Geomagnetic Activity Dependence of the Auroral Electron Precipitation Spectrum at High Latitudes

Abstract

Auroral electron forcing with energy greater than tens keVs impacts D-region ionization in high-latitude regions, exhibiting increased energy from midnight to dawn. This increase, known as spectrum hardening, is characterized by a higher energy at the electron-precipitation peak flux and/or a gradual power-law spectrum gradient. The former relates to the Maxwellian component of the spectrum, while the latter pertains to the Kappa distribution component. However, limited research has distinguished these two components.
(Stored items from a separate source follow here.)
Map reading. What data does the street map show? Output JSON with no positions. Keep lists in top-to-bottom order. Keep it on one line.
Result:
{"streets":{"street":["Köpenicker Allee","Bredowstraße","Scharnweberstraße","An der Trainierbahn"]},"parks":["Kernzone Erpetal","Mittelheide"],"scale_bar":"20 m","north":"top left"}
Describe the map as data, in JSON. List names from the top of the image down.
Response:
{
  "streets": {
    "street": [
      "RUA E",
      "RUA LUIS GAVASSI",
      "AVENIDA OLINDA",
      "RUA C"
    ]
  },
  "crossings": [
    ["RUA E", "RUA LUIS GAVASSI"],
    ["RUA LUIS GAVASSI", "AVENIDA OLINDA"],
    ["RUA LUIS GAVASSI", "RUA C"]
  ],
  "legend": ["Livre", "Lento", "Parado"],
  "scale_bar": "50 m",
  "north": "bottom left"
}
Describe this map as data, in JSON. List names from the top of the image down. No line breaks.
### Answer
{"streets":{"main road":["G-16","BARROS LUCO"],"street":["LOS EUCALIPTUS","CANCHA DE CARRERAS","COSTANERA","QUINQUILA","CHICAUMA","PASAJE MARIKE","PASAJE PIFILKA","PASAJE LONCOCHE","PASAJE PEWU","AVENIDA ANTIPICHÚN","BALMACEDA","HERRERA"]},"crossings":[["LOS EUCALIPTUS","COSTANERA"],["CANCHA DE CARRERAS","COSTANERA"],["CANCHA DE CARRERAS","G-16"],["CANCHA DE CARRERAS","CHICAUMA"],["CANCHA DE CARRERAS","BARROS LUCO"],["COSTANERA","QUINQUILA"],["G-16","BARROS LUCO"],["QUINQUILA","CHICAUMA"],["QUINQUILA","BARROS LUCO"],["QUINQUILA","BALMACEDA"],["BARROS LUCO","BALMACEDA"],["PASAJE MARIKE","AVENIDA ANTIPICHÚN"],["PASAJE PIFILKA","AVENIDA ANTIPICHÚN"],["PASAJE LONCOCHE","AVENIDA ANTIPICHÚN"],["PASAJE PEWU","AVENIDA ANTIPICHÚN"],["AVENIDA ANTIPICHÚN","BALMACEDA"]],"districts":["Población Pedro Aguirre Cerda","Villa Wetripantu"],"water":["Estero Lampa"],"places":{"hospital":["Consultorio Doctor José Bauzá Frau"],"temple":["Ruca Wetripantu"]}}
This study investigated the dependence of the D-region ionization on geomagnetic activity using electron density data from the European Incoherent Scatter (EISCAT) radar in Norway and cosmic noise absorption in Finland, sorted by the SuperMAG Auroral Electrojet index (SME). An inversion method derived differential energy spectra from the EISCAT-measured height-resolved electron density. Statistical spectrum analysis by fitting the Kappa distribution function revealed that spectrum hardening from midnight to dawn at auroral latitudes is mainly driven by the Kappa distribution component, characterized by a gradual power-law spectrum gradient for moderately high geomagnetic activities (SME ≥300 nT). Conversely, for SME <300 nT, the Maxwellian component primarily also contributes to spectrum hardening. This study is the first to specify the energy range contributing to spectrum hardening.